Required action> For the string "absolute", search the entries below and copy every line where it appears.

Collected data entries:
====================

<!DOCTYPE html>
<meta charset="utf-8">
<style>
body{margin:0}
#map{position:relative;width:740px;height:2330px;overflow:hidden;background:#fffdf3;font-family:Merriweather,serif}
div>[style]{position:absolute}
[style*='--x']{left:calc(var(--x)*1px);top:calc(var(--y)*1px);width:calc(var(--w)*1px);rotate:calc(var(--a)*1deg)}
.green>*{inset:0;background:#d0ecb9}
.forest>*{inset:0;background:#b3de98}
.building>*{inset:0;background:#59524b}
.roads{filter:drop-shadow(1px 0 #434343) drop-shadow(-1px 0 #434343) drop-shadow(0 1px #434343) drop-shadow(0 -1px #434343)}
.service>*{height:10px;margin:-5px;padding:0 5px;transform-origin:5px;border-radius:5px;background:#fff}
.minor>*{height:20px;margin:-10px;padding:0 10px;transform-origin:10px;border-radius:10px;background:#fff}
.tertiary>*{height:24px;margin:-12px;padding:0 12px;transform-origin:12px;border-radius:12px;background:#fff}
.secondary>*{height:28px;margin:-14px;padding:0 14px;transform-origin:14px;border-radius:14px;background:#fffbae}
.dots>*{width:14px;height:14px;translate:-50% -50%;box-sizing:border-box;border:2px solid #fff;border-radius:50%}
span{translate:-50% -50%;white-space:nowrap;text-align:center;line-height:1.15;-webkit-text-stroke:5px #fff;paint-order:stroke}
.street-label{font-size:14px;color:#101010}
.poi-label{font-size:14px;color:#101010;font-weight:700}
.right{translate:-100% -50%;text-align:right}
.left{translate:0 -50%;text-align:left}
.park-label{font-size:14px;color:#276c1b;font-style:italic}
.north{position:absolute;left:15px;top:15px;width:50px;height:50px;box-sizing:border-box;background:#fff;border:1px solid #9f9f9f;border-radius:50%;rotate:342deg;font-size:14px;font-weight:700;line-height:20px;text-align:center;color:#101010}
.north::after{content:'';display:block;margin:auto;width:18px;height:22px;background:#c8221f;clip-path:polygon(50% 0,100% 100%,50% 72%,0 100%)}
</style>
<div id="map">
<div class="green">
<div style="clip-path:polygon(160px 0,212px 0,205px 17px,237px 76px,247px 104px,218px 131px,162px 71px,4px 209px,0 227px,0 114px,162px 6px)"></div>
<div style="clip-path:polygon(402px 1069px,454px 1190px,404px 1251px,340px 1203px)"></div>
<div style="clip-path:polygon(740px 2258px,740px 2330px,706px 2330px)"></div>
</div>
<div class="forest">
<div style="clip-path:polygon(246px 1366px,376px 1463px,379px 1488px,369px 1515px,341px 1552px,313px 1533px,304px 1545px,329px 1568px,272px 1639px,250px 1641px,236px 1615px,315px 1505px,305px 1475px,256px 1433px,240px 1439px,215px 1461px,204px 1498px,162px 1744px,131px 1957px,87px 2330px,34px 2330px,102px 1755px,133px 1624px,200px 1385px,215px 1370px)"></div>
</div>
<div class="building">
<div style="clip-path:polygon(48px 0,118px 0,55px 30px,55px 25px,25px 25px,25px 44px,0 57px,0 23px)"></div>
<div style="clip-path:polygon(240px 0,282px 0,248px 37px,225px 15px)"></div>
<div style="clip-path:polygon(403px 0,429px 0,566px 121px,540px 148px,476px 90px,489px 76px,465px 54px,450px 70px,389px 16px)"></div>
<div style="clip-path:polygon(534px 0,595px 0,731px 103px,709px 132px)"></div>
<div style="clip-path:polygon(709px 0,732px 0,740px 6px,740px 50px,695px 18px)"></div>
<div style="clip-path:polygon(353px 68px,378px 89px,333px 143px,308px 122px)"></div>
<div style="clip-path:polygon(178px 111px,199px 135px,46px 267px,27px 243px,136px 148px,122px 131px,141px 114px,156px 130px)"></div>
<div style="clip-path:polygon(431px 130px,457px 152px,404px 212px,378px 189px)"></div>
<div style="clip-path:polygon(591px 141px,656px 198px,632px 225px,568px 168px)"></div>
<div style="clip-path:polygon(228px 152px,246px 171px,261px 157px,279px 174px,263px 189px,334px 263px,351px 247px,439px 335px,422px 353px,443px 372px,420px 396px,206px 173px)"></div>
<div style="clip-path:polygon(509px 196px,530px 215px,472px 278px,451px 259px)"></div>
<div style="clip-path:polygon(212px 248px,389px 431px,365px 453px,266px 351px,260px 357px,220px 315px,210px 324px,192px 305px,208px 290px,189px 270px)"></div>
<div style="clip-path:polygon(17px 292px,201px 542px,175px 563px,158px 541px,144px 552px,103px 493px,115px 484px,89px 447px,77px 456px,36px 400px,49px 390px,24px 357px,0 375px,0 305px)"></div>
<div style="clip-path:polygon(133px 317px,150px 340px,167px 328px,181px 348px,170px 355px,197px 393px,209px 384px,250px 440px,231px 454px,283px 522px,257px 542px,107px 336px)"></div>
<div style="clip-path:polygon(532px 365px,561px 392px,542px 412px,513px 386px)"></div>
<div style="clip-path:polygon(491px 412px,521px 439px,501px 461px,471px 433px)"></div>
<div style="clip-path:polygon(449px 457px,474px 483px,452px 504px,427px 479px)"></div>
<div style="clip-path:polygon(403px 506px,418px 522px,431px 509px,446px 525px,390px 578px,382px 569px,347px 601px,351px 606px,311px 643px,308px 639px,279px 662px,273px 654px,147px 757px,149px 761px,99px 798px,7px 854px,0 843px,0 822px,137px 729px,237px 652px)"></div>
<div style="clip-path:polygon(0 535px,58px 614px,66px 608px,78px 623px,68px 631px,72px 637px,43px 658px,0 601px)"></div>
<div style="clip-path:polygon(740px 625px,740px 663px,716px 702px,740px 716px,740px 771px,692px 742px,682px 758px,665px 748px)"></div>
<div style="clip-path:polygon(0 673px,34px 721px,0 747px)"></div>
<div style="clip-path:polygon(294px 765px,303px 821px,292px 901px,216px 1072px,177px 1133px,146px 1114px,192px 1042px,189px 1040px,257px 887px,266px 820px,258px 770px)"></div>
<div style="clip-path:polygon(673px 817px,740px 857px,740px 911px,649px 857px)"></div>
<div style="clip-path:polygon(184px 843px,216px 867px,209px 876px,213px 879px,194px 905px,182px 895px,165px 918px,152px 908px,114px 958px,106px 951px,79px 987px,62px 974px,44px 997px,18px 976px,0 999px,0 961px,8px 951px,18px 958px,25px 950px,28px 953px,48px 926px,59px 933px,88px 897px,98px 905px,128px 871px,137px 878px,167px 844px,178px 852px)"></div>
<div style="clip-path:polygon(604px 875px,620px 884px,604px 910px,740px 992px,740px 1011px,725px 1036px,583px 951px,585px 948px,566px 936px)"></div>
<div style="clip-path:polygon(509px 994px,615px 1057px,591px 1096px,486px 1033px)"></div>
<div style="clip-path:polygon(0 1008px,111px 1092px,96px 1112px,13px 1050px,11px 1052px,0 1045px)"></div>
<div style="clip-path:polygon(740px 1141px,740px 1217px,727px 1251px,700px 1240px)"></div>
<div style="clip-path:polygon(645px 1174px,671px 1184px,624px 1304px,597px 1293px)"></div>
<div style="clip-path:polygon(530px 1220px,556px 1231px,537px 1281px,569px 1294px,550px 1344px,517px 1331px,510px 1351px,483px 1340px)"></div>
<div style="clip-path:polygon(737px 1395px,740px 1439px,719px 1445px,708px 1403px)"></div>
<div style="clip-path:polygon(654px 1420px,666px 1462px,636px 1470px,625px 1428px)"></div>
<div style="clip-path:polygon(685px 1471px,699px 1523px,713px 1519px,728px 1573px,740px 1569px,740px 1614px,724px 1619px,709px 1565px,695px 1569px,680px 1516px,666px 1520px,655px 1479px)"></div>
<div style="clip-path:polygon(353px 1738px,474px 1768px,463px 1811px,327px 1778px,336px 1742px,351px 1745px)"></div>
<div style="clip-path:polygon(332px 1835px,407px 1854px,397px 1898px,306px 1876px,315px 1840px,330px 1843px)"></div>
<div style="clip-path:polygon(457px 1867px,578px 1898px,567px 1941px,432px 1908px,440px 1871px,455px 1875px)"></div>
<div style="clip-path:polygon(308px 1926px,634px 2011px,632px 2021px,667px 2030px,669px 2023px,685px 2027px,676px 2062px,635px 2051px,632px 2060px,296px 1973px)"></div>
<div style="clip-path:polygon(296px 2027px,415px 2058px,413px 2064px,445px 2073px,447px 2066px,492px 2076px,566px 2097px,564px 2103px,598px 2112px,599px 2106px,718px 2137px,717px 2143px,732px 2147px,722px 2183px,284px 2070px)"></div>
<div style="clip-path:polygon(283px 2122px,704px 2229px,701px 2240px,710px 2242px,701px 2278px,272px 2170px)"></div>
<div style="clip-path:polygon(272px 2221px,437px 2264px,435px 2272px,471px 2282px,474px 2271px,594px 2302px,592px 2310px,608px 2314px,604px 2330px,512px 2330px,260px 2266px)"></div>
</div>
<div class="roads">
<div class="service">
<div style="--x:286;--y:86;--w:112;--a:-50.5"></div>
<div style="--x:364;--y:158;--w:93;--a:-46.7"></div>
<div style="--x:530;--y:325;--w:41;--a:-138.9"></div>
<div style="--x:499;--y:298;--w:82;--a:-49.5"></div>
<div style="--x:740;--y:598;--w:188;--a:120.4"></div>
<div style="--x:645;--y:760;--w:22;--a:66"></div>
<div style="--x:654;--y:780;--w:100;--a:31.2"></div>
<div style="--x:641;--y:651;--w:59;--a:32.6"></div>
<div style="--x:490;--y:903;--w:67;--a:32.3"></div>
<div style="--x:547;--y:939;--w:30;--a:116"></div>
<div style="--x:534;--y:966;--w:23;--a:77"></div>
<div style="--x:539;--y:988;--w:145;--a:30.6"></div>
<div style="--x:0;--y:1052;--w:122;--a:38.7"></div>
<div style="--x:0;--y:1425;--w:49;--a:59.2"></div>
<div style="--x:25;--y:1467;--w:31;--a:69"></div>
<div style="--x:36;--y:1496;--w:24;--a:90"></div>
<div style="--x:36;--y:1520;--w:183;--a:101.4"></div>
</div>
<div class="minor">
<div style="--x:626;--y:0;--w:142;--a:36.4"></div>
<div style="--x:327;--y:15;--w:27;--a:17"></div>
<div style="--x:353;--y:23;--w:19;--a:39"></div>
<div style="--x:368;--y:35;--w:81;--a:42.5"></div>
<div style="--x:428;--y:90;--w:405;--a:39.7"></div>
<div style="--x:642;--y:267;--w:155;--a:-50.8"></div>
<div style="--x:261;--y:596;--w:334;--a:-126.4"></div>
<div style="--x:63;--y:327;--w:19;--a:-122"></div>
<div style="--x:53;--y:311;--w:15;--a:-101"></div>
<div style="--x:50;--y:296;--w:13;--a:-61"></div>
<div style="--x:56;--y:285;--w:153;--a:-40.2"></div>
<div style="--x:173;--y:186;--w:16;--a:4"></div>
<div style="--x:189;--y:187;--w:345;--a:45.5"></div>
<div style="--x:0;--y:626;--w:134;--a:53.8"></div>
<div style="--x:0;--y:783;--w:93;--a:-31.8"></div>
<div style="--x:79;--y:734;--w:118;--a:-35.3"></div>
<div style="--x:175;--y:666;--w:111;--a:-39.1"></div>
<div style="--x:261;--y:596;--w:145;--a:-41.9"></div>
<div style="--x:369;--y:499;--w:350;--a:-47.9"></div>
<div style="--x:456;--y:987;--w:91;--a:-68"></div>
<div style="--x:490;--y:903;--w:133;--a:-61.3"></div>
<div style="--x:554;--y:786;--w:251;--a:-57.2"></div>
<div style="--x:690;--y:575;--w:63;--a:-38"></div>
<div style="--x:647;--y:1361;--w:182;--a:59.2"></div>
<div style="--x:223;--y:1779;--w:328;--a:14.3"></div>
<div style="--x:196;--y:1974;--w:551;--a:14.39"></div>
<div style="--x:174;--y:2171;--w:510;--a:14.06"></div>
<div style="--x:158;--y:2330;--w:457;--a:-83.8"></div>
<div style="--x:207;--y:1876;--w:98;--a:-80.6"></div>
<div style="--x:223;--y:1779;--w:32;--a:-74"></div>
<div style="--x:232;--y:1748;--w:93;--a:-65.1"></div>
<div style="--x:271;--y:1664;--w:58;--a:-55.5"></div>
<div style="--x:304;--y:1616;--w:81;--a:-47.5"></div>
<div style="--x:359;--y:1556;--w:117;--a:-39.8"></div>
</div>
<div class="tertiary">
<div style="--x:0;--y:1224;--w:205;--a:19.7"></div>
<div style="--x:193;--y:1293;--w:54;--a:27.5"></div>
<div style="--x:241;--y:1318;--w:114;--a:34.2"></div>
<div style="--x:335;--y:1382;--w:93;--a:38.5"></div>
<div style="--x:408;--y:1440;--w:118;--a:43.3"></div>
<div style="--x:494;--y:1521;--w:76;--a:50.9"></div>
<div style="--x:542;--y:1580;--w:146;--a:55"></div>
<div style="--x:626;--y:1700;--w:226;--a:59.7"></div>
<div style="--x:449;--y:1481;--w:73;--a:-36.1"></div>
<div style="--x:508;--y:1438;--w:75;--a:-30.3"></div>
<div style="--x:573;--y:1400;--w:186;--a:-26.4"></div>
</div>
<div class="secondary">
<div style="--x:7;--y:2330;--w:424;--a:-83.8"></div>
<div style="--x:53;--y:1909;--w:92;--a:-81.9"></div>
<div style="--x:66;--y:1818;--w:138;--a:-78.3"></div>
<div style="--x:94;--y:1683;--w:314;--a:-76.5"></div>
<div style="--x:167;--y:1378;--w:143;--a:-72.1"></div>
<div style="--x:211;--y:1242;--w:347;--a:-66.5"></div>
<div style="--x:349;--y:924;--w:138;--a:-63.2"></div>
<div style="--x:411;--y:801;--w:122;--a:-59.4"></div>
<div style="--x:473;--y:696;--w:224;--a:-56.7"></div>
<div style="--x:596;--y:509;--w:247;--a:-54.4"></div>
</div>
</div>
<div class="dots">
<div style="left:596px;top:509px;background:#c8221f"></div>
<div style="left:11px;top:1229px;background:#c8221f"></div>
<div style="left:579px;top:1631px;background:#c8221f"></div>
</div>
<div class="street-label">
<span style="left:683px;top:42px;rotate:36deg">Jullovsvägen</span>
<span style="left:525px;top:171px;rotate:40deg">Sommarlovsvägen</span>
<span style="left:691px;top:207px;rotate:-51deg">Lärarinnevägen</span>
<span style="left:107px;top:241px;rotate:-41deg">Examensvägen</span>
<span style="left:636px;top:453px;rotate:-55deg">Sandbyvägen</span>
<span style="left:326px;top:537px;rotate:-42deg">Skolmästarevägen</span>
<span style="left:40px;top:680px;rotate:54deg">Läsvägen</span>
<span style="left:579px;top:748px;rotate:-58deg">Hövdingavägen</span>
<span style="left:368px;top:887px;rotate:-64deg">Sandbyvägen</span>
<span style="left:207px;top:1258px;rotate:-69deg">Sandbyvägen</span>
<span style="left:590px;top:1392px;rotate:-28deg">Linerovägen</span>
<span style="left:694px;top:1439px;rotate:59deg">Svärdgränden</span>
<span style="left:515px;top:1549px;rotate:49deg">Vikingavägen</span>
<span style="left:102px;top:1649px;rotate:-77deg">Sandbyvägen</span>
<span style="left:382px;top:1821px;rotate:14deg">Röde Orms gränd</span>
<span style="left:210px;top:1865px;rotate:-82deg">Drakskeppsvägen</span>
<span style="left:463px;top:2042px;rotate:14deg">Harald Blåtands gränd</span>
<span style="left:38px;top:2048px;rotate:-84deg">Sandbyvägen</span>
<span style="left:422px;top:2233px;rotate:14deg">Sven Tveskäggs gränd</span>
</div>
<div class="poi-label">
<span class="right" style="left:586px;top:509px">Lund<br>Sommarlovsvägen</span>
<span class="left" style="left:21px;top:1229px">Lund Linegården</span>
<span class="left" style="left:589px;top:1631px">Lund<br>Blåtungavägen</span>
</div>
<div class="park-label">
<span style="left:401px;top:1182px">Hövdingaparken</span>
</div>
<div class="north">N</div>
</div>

====================

Result of this exercise>
div>[style]{position:absolute}
.north{position:absolute;left:15px;top:15px;width:50px;height:50px;box-sizing:border-box;background:#fff;border:1px solid #9f9f9f;border-radius:50%;rotate:342deg;font-size:14px;font-weight:700;line-height:20px;text-align:center;color:#101010}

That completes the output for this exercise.